Regardless, Charles' issue seems to me (based on his example) to be not so much an argument against using XML for configuration, but using XML as a scripting language.

XML isn't a scripting language. Full stop.

Although I don't particularly like Charles' solution because it is LISP and for reasons similar to some of the comments left in response, it seems to me to be a reasonable way to handle a configuration script. So long as it is usable...

Anyhu - when it comes to configuration, the solution often has to have some aspects of a programming language (flexibility), but also has to be structured (for validation and error detection) and the ability for humans to manipulate it (by the UNIX philosophy, anyway). It's hard to find something that will fit the bill perfectly, but for storing simple non-scripting configuration, XML seems like a suitable (manageable) solution.

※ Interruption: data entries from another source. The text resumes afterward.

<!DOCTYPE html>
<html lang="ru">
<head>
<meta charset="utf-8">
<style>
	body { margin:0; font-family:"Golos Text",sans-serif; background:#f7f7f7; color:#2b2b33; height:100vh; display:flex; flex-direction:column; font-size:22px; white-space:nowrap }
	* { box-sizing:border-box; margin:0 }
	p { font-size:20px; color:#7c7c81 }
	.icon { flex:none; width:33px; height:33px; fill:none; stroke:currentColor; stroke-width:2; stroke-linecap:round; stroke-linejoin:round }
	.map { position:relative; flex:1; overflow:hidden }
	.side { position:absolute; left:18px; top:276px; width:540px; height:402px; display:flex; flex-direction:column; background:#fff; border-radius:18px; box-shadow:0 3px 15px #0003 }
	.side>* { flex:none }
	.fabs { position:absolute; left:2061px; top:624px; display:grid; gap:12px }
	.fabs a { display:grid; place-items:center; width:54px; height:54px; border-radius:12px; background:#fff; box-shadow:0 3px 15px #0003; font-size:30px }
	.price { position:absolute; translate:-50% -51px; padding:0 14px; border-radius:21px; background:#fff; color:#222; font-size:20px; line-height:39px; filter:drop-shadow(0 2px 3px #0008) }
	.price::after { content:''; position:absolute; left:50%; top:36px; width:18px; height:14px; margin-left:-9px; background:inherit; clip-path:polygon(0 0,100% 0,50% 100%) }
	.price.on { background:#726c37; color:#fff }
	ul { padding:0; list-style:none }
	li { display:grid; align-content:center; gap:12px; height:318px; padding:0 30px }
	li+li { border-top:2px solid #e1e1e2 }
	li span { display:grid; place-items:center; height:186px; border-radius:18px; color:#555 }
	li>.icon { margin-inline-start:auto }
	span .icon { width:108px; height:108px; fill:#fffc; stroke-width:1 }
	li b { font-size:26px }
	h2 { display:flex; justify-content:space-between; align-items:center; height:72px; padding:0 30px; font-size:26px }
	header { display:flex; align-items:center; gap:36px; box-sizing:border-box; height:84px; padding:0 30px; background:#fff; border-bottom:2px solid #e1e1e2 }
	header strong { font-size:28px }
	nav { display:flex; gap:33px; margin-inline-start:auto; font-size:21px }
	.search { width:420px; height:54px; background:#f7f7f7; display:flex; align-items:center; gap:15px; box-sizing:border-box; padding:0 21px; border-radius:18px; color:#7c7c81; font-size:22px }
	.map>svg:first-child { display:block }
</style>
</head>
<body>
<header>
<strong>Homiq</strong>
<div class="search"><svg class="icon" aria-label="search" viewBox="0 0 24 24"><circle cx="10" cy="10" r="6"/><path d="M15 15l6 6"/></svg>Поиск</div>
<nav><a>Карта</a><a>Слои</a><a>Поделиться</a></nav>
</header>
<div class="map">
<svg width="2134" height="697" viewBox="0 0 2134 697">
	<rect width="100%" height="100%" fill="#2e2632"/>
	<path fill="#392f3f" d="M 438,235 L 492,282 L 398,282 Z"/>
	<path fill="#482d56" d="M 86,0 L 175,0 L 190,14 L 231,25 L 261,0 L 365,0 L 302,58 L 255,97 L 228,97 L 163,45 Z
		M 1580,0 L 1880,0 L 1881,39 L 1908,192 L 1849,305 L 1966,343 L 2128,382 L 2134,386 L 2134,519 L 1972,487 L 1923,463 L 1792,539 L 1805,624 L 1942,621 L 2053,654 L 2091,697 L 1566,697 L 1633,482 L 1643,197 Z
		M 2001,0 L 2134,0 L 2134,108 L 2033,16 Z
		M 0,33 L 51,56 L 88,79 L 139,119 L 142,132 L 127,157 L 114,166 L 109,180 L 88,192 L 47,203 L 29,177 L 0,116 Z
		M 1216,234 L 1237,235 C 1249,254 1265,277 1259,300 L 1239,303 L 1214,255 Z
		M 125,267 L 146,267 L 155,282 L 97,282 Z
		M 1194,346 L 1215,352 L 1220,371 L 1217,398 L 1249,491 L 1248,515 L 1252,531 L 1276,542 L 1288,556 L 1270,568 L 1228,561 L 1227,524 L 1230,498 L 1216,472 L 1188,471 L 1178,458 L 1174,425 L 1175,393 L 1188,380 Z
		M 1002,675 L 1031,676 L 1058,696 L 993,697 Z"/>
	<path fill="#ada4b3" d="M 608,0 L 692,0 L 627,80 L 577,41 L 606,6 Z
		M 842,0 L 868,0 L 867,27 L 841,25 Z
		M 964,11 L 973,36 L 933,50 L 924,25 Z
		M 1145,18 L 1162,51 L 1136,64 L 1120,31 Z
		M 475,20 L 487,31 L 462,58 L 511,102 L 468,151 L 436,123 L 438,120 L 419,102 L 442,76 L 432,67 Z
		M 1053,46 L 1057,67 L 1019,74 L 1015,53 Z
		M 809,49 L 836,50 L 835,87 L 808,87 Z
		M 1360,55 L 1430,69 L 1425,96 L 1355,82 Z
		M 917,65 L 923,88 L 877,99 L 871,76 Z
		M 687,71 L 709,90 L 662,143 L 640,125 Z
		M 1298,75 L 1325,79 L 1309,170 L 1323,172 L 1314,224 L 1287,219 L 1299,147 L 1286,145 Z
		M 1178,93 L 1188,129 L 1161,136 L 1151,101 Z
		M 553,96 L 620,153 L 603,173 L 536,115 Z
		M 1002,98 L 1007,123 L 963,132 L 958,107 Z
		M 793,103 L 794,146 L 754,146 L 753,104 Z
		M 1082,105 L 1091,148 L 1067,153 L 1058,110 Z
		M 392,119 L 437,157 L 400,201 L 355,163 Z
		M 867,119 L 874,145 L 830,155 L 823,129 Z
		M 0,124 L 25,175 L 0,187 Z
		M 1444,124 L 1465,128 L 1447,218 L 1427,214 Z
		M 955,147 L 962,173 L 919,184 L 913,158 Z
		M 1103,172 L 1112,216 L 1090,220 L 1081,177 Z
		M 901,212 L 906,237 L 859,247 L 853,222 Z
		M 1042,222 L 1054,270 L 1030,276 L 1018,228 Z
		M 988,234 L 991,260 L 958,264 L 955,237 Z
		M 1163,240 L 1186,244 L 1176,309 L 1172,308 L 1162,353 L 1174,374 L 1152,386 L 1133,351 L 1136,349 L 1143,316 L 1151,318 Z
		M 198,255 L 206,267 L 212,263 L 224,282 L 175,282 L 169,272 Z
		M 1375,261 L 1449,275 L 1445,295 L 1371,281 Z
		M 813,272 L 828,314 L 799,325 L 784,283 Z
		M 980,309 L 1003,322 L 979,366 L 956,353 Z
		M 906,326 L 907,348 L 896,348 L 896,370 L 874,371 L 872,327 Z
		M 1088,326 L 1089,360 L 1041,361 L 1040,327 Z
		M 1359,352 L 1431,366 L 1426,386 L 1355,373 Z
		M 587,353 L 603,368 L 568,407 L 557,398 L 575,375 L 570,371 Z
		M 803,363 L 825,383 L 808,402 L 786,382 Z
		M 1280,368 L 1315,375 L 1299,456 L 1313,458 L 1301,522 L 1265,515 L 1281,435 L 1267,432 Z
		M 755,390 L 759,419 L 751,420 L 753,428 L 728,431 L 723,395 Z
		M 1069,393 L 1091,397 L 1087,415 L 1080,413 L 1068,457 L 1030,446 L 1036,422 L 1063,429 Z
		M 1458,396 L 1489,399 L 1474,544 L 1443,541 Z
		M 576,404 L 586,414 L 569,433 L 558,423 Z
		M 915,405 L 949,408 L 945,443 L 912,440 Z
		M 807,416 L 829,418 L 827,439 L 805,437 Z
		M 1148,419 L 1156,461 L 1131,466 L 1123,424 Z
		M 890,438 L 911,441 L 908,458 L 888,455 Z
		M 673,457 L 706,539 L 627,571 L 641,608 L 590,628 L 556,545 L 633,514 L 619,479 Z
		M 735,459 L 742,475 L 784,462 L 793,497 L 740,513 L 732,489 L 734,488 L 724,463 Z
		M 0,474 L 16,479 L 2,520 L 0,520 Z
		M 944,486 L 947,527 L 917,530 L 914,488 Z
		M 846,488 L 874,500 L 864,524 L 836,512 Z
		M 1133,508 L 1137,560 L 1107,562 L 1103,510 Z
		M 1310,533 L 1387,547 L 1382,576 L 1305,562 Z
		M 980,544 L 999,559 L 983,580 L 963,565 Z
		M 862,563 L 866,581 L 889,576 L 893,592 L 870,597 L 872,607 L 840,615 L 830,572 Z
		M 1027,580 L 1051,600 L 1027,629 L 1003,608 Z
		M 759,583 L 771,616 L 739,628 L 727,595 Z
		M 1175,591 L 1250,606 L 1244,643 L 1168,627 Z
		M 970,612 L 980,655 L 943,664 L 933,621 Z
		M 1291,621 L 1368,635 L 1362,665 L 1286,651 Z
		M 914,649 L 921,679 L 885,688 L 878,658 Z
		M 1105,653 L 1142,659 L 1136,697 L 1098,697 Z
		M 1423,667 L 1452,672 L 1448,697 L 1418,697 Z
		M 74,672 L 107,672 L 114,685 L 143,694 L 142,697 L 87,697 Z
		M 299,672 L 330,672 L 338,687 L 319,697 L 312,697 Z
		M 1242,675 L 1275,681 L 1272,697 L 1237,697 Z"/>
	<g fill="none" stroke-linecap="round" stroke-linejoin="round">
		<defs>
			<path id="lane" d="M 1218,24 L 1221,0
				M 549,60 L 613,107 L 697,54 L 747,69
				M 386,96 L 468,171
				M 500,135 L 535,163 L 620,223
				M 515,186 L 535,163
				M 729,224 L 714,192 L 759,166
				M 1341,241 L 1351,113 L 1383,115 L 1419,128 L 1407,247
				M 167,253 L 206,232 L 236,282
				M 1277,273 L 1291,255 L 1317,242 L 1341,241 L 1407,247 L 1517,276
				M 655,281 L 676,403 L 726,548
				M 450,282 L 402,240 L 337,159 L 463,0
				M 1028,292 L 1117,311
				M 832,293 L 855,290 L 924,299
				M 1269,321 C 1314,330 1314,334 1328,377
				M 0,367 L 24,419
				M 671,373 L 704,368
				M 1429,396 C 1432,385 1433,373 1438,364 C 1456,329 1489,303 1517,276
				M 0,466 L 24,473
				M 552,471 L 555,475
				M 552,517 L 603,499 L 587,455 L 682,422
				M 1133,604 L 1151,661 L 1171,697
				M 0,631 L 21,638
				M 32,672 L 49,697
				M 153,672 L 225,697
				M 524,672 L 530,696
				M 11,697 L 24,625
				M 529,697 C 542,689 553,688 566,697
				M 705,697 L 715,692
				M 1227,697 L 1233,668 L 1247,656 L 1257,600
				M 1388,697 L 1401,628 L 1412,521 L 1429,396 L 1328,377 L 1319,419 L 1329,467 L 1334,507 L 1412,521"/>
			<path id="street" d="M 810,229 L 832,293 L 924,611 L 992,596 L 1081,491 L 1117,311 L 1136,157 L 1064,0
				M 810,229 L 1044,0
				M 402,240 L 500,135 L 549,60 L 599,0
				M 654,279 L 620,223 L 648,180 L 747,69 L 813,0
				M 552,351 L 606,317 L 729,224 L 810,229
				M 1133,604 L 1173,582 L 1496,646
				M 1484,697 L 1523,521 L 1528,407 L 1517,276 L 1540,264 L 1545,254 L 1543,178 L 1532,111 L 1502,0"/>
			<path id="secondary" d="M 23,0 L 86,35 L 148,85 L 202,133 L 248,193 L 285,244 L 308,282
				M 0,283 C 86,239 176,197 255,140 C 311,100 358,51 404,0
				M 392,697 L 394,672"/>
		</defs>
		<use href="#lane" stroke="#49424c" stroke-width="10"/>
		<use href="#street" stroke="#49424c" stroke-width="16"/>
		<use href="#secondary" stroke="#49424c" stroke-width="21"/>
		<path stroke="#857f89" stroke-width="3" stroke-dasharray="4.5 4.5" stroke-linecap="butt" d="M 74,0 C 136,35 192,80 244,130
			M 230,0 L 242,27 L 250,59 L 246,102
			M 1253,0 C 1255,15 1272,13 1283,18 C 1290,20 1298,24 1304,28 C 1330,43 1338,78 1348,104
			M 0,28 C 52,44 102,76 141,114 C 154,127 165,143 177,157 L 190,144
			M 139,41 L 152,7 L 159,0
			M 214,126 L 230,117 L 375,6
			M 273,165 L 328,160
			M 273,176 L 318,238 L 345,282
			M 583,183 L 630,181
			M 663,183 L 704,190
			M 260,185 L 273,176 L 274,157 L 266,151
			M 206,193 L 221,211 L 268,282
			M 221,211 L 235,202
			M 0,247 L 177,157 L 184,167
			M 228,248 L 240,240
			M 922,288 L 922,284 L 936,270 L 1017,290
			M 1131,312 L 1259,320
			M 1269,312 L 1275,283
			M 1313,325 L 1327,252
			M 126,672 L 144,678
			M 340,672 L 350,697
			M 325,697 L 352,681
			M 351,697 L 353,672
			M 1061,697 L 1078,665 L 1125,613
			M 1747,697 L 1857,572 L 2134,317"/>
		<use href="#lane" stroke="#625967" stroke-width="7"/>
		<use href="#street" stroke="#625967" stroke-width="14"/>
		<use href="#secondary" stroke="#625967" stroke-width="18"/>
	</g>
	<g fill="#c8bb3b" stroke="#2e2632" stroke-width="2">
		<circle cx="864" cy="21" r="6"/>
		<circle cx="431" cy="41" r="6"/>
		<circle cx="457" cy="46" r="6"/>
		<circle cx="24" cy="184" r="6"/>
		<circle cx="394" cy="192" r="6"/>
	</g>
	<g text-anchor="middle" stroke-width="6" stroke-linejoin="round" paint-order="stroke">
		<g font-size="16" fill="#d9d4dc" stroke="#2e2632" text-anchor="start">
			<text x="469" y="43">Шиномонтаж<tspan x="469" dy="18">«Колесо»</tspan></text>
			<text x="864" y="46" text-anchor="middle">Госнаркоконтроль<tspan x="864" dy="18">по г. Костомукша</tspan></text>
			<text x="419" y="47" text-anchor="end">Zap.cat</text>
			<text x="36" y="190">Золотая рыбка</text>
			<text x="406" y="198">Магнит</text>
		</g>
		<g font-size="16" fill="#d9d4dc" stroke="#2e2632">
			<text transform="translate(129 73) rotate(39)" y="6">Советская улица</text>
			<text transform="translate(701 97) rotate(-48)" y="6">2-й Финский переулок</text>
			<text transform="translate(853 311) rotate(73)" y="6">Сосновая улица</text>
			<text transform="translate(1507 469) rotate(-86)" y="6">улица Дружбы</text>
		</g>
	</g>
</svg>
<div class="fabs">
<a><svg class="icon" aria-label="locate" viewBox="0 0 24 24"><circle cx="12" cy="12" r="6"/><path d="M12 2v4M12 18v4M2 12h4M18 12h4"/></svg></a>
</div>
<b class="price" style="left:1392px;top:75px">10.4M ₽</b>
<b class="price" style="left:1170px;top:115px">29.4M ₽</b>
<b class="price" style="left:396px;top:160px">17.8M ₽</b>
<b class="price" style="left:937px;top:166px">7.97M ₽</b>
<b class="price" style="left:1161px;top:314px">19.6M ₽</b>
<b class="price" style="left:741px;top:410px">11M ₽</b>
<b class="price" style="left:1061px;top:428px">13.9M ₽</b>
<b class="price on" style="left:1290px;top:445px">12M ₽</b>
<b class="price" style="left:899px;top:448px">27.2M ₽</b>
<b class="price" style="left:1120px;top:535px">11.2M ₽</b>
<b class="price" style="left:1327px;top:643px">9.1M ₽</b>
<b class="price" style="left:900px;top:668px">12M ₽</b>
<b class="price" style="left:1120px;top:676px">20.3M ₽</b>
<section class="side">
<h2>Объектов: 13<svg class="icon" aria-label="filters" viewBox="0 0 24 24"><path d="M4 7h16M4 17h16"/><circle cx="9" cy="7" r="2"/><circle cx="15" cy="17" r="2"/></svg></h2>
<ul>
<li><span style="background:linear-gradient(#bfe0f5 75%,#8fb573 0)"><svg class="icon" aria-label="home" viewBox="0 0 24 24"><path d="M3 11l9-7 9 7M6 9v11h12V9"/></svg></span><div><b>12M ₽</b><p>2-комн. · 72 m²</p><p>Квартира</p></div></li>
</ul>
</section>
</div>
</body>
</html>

Of course, in the right situations only... In PHP, configuration may just be a series of define() statements with your constants. It depends on the situation.

All this aside, it will be interesting to see when these XML-based languages start to pop up, and just how productive they are. There are also some CASE tools popping up to allow you to convert code into XML for analysis and the such. This may be something interesting to keep your eye on for analysis and optimization and the such.